I'd like the entries reproduced exactly, with all pictures omitted.
-------------------------
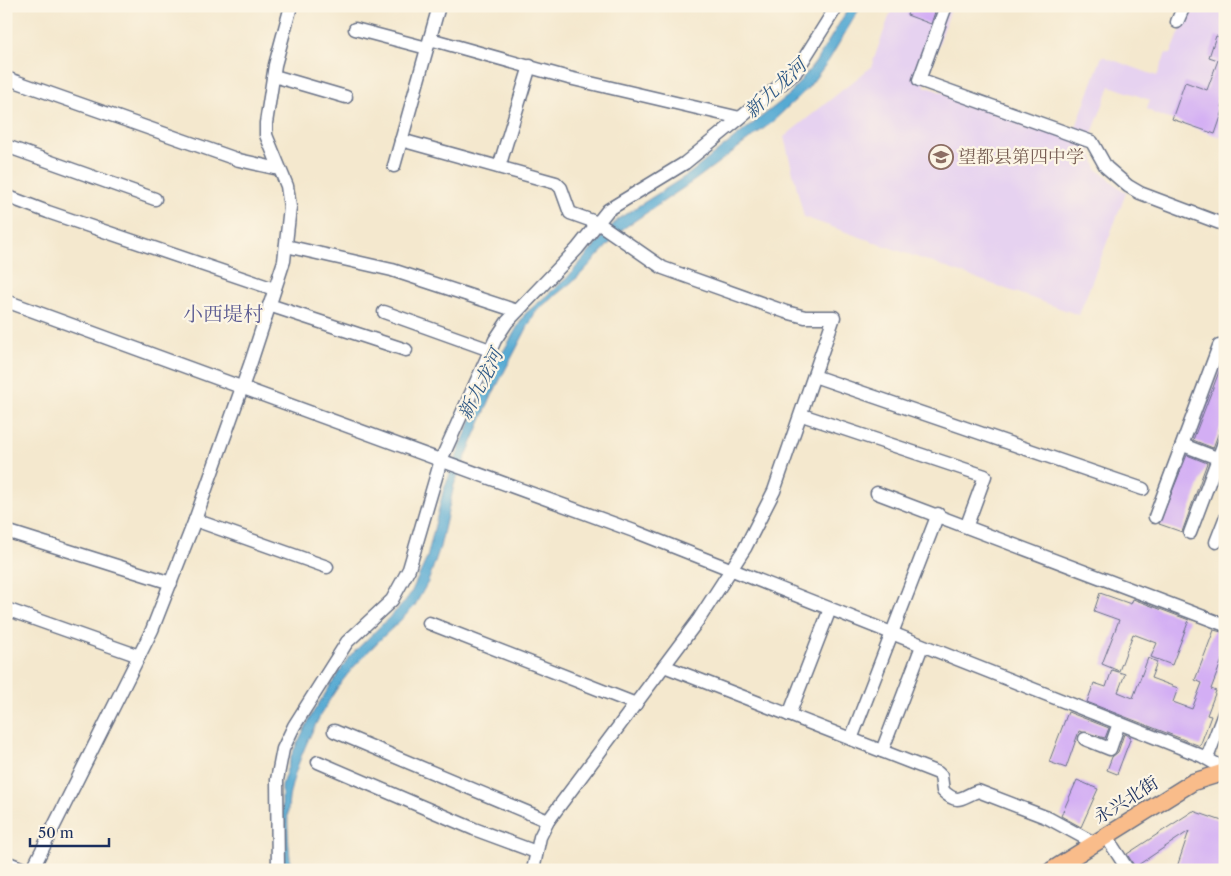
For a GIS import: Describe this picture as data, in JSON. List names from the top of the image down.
{
  "streets": {
    "main road": ["永兴北街"]
  },
  "districts": ["小西堤村"],
  "water": ["新九龙河"],
  "places": {
    "school or university": ["望都县第四中学"]
  },
  "scale_bar": "50 m"
}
-------------------------
### WORKED SOLUTION
For a GIS import: Describe this picture as data, in JSON. List names from the top of the image down.
{
  "streets": {
    "main road": ["永兴北街"]
  },
  "districts": ["小西堤村"],
  "water": ["新九龙河"],
  "places": {
    "school or university": ["望都县第四中学"]
  },
  "scale_bar": "50 m"
}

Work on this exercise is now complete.